Out in the Field: LGBT Pro Athletes. #SXsports

For a topic that has made huge headlines the last two years, its amazing how the LGBT pro athlete circle is still so small. Today, I had the pleasure of witnessing live at SXsports a conversation I have been paying close attention on social the last few years, and I got to meet and chat with one of the major influencers in this area: former NFL player Wade Davis II.

The panel featured Olympic gold medalist and out pro soccer player Megan Rapinoe, and 13 year NBA season player Jason Collins. Its been two years since Jason came out and went on to spend his last year in the NBA with the Brooklyn Nets, and in doing so became the first openly-gay athlete in the big four (football, basketball, baseball, and hockey) while still playing. When this happened, it was predicted there would be a tidal-wave of pro-athletes coming out in the years since. But this has not happened. At all.

The disappointment was discussed widely and the frustration in the room among media and athletes was evident. Megan talked a lot about the responsibility of the professional bodies representing athletes such as the NFL, NBA, IOC and Fifa, to help protect athletes who are openly gay.

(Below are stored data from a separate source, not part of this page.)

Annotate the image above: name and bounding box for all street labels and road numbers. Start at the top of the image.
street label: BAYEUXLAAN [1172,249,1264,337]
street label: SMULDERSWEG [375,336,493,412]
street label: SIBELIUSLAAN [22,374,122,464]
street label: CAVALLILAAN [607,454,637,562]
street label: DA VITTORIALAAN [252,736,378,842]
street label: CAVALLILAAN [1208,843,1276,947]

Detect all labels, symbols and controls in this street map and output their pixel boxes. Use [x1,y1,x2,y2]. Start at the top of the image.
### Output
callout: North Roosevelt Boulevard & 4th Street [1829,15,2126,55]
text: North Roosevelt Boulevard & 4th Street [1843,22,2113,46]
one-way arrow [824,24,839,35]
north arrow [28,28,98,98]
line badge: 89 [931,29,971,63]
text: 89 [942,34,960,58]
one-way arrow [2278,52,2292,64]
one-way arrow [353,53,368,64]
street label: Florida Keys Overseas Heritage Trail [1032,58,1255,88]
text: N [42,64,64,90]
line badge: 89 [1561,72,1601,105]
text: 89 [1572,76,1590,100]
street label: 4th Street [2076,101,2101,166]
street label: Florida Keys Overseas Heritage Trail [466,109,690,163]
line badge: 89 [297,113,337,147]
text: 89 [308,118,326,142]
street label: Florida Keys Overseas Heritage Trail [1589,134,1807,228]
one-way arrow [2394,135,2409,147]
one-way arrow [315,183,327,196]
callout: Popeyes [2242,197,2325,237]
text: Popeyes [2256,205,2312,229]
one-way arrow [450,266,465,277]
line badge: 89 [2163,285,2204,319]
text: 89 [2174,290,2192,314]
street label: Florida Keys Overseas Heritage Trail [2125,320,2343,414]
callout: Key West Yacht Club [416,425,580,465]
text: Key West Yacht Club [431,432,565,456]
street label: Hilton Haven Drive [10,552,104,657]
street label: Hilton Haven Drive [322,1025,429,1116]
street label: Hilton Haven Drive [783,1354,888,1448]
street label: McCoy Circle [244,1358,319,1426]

While a lot of organizing bodies say they are encouraging athletes coming out, Megan explained that “Athletes are not going to come out unless they feel protected by the organization they play for.”

Megan feels real change in attitudes at the professional bodies won’t happen until there is real change at the top internally. I do hope there is room for fans who care to create the change they want to see in the sport they love by taking action with decisions that will affect the organizing bodies, like ticket and merchandize sales. But I realize much of this action will be difficult to do without affecting athletes.

Homophobia and the use of homophobic slurs are still major problems within sports at all levels. Megan would like to see exorbitant fines in place so that athletes “never want to say it.” Jason is happy the NBA have included a $50k fine and he coaches young athletes as part of the NBA Rookie Transition Program to think smart as they “come into the workforce” of the NBA and they can’t use certain language if they want to keep their earnings.

The question of why are athletes so slow to come out was summed up with one word: Fear. And in order for the wave of openly-gay pro athletes to materialize, governing bodies, fans, teammates, coaches, family and friends will have to help our talented athletes overcome this fear.

Megan Rapinoe and Jason Collins at SXsports session on Out on the Field: LGBT Pro Athletes in 2015.